Kabel Deutschland – will it perform?
Today saw the eagerly-anticipated debut of Kabel Deutschland’s shares on the Frankfurt Stock Exchange. Although the listing is currently trading at par, the question remains if the IPO will live up to expectations. Mareen Goebel reports
Cable networks operator Kabel Deutschland, which was 88% owned by Providence Equity Partners, raised €759m in the €5bn listing, making it the largest IPO in Germany since Hamburg Harbour listed in November 2007.
With several German IPO candidates hoping to follow suit, the results of the Kabel Deutschland flotation are being followed closely. All this comes in the wake of a series of cancelled European IPOs including New Look, Travelport and Merlin. One company that no doubt is watching the performance of Kabel is chemicals distributor Brenntag, which many expect to list in the near future.
Yet, companies and their investors should take heed, as Kabel Deutschland is not necessarily indicative of a successful IPO trend: "One IPO alone is not enough to be able to speak about a turn-around of the situation," comments Sascha Pfeiffer, managing partner at Close Brothers.
He continues: "Even though it is very difficult to tell based on a single IPO, this is hardly the ice-breaker that some interpretations suggest. The fundamental data remains the same – the markets are flooded with incredibly cheap money seeking opportunities. If there are three or four more IPOs and, most importantly, those companies perform well, then it is time to speak of a sea-change, but I'm not seeing one at present."
Indeed, to lure investors to private equity-backed flotations, the IPOs must first prove themselves. Kabel's shares were initially priced at €22.00, were trading at €22.50 this morning, but fell throughout the day to €22.22 at closing. The downward slide of Kabel's share price this afternoon raises core questions about the business and its hopeful peers. Will these companies perform to expectations?

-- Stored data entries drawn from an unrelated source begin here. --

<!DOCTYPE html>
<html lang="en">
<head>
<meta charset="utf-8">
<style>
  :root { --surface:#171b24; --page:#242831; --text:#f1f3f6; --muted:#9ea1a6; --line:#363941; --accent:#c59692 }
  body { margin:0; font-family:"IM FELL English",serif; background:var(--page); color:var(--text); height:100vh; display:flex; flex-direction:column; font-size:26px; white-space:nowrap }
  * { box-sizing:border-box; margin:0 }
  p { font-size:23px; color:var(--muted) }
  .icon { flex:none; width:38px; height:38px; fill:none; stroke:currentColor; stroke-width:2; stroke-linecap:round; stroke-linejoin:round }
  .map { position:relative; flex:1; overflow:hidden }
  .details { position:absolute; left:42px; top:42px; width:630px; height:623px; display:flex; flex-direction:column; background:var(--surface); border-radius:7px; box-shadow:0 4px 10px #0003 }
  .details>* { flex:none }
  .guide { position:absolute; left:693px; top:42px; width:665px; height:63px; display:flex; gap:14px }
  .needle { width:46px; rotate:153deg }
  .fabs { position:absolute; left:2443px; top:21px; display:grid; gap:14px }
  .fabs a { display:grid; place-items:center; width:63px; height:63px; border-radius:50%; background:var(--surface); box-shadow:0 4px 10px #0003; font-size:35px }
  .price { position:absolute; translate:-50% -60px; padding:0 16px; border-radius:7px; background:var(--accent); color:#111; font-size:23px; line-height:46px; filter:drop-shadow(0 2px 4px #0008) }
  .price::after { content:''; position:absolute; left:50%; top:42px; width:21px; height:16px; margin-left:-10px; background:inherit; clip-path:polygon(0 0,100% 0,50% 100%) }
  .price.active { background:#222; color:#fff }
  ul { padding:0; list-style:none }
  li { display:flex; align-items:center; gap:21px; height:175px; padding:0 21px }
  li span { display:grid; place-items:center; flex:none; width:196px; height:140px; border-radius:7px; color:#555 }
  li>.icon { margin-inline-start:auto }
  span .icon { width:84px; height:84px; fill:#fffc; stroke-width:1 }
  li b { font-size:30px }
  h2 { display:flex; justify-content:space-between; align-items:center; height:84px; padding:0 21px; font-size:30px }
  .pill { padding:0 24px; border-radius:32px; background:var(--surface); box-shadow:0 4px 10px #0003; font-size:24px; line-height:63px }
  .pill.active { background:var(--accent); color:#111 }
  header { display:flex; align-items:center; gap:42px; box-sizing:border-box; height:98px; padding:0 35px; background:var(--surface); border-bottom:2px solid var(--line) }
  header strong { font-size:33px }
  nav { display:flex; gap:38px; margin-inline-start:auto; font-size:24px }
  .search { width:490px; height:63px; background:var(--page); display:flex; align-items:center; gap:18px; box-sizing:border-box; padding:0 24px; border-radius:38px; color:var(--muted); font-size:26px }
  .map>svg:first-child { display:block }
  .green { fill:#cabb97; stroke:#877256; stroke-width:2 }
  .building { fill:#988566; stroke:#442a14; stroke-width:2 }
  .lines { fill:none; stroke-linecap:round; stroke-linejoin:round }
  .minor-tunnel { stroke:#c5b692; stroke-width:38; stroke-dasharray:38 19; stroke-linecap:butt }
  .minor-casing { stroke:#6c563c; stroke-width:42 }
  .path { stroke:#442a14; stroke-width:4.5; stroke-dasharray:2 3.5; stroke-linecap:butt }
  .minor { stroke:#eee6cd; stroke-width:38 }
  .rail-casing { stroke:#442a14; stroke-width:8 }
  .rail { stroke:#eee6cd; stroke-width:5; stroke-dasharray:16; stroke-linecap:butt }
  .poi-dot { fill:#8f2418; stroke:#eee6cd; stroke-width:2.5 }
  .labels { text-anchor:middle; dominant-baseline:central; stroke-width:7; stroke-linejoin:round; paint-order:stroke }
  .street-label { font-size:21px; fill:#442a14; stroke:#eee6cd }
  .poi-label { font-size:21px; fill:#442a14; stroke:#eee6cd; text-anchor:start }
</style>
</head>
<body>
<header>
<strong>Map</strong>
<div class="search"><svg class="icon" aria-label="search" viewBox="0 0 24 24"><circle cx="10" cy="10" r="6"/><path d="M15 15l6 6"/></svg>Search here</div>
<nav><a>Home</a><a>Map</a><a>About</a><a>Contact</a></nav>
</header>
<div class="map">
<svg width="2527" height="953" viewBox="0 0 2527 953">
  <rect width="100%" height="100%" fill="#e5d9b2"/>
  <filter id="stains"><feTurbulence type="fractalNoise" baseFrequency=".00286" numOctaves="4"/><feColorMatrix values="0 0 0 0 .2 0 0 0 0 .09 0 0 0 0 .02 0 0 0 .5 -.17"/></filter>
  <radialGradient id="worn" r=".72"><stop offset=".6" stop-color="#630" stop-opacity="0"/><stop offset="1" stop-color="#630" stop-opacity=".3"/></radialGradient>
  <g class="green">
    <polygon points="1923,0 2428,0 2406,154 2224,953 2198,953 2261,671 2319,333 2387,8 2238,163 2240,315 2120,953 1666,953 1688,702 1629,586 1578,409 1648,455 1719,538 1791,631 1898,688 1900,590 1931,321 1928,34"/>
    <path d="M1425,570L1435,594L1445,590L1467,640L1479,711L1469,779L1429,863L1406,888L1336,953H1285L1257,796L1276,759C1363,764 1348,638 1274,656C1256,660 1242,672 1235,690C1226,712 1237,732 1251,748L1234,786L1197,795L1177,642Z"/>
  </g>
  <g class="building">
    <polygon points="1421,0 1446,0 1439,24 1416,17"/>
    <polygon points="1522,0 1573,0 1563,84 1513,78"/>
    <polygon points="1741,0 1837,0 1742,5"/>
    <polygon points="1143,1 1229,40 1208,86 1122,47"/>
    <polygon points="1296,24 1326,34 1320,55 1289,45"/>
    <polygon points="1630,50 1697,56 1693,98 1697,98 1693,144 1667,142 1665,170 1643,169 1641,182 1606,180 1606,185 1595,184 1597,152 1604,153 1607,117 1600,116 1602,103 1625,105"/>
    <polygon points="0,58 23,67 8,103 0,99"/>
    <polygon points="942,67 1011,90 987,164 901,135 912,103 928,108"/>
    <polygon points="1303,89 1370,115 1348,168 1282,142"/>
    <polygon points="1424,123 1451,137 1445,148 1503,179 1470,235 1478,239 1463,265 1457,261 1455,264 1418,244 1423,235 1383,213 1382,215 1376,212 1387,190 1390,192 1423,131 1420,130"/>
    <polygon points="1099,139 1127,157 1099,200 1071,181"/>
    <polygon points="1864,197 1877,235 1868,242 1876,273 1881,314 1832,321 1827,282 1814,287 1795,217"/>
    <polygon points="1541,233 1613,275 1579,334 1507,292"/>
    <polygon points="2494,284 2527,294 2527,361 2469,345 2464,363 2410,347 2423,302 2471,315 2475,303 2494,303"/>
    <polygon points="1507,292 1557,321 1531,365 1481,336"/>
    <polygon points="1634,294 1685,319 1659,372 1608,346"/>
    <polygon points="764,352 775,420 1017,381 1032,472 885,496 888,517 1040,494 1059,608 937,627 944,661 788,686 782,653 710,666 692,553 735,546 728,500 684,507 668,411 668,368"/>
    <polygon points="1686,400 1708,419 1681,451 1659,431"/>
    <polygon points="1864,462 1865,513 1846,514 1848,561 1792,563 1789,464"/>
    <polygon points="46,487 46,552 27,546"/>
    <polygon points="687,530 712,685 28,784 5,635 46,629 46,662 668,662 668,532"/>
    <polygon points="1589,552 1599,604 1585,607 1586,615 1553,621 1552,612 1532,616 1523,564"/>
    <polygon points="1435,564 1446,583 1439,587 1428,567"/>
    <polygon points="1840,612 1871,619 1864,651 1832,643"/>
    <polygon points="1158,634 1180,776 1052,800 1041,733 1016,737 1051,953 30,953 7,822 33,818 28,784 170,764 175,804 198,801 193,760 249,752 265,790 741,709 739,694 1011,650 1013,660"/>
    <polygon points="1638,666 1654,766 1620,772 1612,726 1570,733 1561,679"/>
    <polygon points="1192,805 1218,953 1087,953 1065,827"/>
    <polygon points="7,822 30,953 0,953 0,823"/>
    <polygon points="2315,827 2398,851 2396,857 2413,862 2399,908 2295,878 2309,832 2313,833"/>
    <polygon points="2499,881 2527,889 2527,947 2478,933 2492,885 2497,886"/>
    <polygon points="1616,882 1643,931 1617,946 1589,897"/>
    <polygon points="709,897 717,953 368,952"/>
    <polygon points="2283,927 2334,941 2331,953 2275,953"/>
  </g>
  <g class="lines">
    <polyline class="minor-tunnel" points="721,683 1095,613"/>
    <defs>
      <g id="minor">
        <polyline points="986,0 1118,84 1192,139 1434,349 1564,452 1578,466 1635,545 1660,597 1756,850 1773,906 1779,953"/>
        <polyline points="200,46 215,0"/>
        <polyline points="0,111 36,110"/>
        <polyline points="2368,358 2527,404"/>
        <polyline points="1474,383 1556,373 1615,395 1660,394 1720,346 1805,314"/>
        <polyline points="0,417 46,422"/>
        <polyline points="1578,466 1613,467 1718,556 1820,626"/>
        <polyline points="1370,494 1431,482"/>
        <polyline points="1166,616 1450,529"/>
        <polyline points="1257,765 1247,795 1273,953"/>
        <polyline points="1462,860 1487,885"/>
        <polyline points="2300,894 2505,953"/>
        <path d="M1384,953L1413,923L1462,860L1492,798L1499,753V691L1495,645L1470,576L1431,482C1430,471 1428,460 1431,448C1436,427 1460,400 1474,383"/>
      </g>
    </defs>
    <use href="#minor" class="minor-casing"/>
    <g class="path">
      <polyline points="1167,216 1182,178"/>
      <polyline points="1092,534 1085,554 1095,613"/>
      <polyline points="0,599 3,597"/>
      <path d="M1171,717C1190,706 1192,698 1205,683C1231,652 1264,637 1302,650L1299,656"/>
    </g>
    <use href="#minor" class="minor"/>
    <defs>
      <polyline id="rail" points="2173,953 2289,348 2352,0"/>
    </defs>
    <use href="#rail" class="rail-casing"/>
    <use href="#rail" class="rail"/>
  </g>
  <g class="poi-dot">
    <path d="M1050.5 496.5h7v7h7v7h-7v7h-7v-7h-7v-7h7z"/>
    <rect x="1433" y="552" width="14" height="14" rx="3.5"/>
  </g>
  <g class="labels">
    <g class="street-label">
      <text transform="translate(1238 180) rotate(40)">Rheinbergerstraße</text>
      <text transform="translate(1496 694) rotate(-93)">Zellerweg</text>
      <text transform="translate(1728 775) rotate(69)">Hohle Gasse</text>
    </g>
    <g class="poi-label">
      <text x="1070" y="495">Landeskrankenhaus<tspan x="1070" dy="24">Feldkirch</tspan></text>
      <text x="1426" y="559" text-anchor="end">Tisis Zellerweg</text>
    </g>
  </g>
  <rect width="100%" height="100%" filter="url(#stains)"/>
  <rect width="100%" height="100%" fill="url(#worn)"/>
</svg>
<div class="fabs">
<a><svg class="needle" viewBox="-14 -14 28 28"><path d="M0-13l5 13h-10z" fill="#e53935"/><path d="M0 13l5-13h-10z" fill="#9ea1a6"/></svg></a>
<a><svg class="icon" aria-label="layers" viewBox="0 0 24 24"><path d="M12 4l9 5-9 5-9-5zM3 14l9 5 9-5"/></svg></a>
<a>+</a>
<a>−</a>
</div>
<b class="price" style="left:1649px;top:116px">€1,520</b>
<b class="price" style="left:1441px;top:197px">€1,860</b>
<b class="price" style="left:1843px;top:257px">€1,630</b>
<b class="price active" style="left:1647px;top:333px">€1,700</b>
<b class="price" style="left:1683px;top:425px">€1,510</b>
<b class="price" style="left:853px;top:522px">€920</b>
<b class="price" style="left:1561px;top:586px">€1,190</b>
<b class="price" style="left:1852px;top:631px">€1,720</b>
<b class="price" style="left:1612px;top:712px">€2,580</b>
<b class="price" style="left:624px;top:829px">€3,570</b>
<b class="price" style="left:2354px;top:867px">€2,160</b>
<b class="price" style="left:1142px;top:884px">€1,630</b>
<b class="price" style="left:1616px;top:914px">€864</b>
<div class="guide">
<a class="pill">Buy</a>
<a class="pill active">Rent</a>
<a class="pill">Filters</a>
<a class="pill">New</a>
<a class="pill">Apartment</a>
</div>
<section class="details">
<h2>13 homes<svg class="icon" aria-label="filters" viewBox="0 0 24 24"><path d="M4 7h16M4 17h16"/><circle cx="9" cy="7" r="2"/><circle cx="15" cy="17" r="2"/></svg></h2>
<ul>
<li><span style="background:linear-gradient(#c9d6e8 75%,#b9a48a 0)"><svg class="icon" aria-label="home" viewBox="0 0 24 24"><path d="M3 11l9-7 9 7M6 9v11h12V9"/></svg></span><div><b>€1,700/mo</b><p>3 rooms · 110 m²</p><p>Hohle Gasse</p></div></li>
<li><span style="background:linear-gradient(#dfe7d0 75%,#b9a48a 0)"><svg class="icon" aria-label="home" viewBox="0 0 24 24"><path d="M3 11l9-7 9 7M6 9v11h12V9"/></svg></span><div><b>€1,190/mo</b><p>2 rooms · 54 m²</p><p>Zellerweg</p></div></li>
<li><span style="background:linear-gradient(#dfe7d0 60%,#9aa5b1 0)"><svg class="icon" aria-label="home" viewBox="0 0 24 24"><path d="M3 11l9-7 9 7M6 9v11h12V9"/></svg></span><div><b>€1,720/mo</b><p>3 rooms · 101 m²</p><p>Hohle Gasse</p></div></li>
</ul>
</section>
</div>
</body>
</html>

The current slew of potential IPOs are being prepared largely to open up exit routes for private equity owners. Despite a recent flurry of examples, the SBO route remains largely closed due to the difficulty in financing large transactions. Therefore, private equity firms are now attempting to cash out on the public markets, or, as one industry insider put it, "aim for an LBO via IPO".
How attractive these companies actually are for institutional investors is another question. Invariably, these businesses are packed full of debt and Kabel's pricing has been called "astonishingly expensive" by industry insiders as it was priced at 6.85x EBITDA. Although currently trading at par, it remains to be seen if the share will stay above offer price. Typical of an infrastructure investment, Kabel Deutschland has a strong, steady cashflow, but its growth course is perhaps too flat to spark real excitement.